• **DATA SECTION**
━━━━━━━━
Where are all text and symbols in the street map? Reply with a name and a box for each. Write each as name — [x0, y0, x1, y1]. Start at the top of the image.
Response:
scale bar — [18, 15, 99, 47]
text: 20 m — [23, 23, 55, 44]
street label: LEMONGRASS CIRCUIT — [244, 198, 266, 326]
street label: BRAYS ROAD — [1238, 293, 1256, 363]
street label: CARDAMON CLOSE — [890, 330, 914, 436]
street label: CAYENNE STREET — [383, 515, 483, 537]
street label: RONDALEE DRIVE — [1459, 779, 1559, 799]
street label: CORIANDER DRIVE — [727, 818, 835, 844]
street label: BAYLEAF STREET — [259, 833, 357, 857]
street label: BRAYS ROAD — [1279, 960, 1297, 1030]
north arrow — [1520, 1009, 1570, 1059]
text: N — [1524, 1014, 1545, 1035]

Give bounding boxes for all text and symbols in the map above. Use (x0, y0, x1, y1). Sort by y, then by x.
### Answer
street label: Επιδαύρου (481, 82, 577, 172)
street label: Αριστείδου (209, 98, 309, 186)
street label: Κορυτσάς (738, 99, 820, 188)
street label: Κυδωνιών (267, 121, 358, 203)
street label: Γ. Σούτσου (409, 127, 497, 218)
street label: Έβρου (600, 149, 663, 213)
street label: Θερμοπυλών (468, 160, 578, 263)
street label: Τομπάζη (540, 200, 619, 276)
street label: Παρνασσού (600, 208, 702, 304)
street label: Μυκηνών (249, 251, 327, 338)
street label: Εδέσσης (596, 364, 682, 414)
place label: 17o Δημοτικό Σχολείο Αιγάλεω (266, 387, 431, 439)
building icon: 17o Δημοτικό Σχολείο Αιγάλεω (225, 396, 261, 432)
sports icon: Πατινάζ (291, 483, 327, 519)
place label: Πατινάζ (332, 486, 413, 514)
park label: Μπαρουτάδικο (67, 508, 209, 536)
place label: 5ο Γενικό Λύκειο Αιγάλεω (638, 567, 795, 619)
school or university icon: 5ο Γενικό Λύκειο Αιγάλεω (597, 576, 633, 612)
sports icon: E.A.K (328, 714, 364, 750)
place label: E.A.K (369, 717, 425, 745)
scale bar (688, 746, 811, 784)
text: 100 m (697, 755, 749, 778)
━━━━━━━━
• **EXERCISE**
The records above must be retyped in full, exactly as written.

• **SOLVED EXERCISE**
Where are all text and symbols in the street map? Reply with a name and a box for each. Write each as name — [x0, y0, x1, y1]. Start at the top of the image.
Response:
scale bar — [18, 15, 99, 47]
text: 20 m — [23, 23, 55, 44]
street label: LEMONGRASS CIRCUIT — [244, 198, 266, 326]
street label: BRAYS ROAD — [1238, 293, 1256, 363]
street label: CARDAMON CLOSE — [890, 330, 914, 436]
street label: CAYENNE STREET — [383, 515, 483, 537]
street label: RONDALEE DRIVE — [1459, 779, 1559, 799]
street label: CORIANDER DRIVE — [727, 818, 835, 844]
street label: BAYLEAF STREET — [259, 833, 357, 857]
street label: BRAYS ROAD — [1279, 960, 1297, 1030]
north arrow — [1520, 1009, 1570, 1059]
text: N — [1524, 1014, 1545, 1035]

Give bounding boxes for all text and symbols in the map above. Use (x0, y0, x1, y1). Sort by y, then by x.
### Answer
street label: Επιδαύρου (481, 82, 577, 172)
street label: Αριστείδου (209, 98, 309, 186)
street label: Κορυτσάς (738, 99, 820, 188)
street label: Κυδωνιών (267, 121, 358, 203)
street label: Γ. Σούτσου (409, 127, 497, 218)
street label: Έβρου (600, 149, 663, 213)
street label: Θερμοπυλών (468, 160, 578, 263)
street label: Τομπάζη (540, 200, 619, 276)
street label: Παρνασσού (600, 208, 702, 304)
street label: Μυκηνών (249, 251, 327, 338)
street label: Εδέσσης (596, 364, 682, 414)
place label: 17o Δημοτικό Σχολείο Αιγάλεω (266, 387, 431, 439)
building icon: 17o Δημοτικό Σχολείο Αιγάλεω (225, 396, 261, 432)
sports icon: Πατινάζ (291, 483, 327, 519)
place label: Πατινάζ (332, 486, 413, 514)
park label: Μπαρουτάδικο (67, 508, 209, 536)
place label: 5ο Γενικό Λύκειο Αιγάλεω (638, 567, 795, 619)
school or university icon: 5ο Γενικό Λύκειο Αιγάλεω (597, 576, 633, 612)
sports icon: E.A.K (328, 714, 364, 750)
place label: E.A.K (369, 717, 425, 745)
scale bar (688, 746, 811, 784)
text: 100 m (697, 755, 749, 778)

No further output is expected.